Ben Kaduk is pushing back on this. I've included our conversation, at the bottom. 4 "> > > >" or  a single ">" precede my comments and nothing, 2 "> >", or 5 "> > > > >" precede Ben's. But to summarize the comment that concerns me most, he says the restriction on keys for HMAC-based algorithms to be less than the block size will not be short enough to avoid the problem we saw with the Bird implementation using OSPF code (which calculates the cryptographic key for long "Authentication Key" per OSPF RFC 5709 and not HMAC RFC 2104).

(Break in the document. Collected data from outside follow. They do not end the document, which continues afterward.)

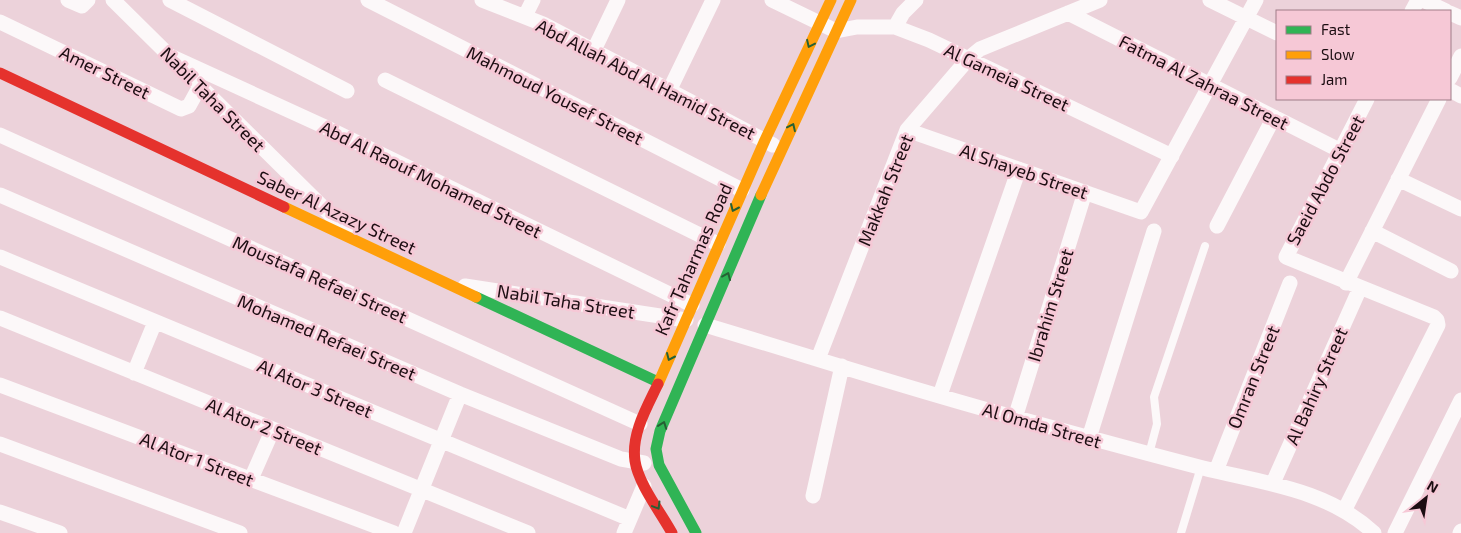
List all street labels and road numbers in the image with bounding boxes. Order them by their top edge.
street label: Abd Allah Abd Al Hamid Street [533,14,759,144]
street label: Fatma Al Zahraa Street [1116,30,1292,134]
street label: Al Gameia Street [941,38,1073,116]
street label: Amer Street [56,41,154,103]
street label: Mahmoud Yousef Street [463,41,647,149]
street label: Nabil Taha Street [156,42,270,156]
street label: Saeid Abdo Street [1281,111,1369,249]
street label: Abd Al Raouf Mohamed Street [317,116,545,242]
street label: Makkah Street [853,131,917,249]
street label: Al Shayeb Street [957,139,1091,203]
street label: Saber Al Azazy Street [254,166,420,258]
street label: Kafr Taharmas Road [650,179,736,339]
street label: Moustafa Refaei Street [229,231,411,327]
street label: Ibrahim Street [1022,246,1078,364]
street label: Nabil Taha Street [496,279,636,323]
street label: Mohamed Refaei Street [234,289,420,385]
street label: Omran Street [1222,322,1284,432]
street label: Al Bahiry Street [1280,324,1352,448]
street label: Al Ator 3 Street [254,354,376,422]
street label: Al Ator 2 Street [203,393,325,459]
street label: Al Omda Street [980,398,1104,452]
street label: Al Ator 1 Street [137,427,257,491]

Here is that specific part of the conversation:
-------------------------------------
> The Bird (language) implementation of Babel used existing code for OSPF. That code was designed according to RFC 5709, which will hash any "Authentication Key" (K) longer than the length of the hash (L) to create a cryptographic key (Ko) that is exactly L octets long.
> 
> What RFC 5709 describes is different than what RFC 2104 (HMAC) describes. RFC 2104 says to create a hash of the authentication key (K) if it is longer than the block size of the hashing algorithm (B). For SHA-256, B != L. Therefore, using RFC 5709 will get a different value for the cryptographic key than RFC 2104, for authentication key length between L and B. This difference was noted in RFC5709 errata. RFC 7166 updated RFC 6506 wrt this. But RFC 7166 didn't update RFC 5709.  RFC 7474 updated RFC 5709 and kept the L boundary. We looked at the Bird library code which does indeed do the calculation according to RFC 5709. Fortunately, there is great consistency among the various RFCs around zero-padding short authentication keys.
> 
> Furthermore, the Bird implementation allowed the key to be provided via a GUI that treated the input sequence of characters as ASCII. This was, again, from code that already existed for OSPF. But note there is no requirement in any RFC for support of an authentication key entered in ASCII format.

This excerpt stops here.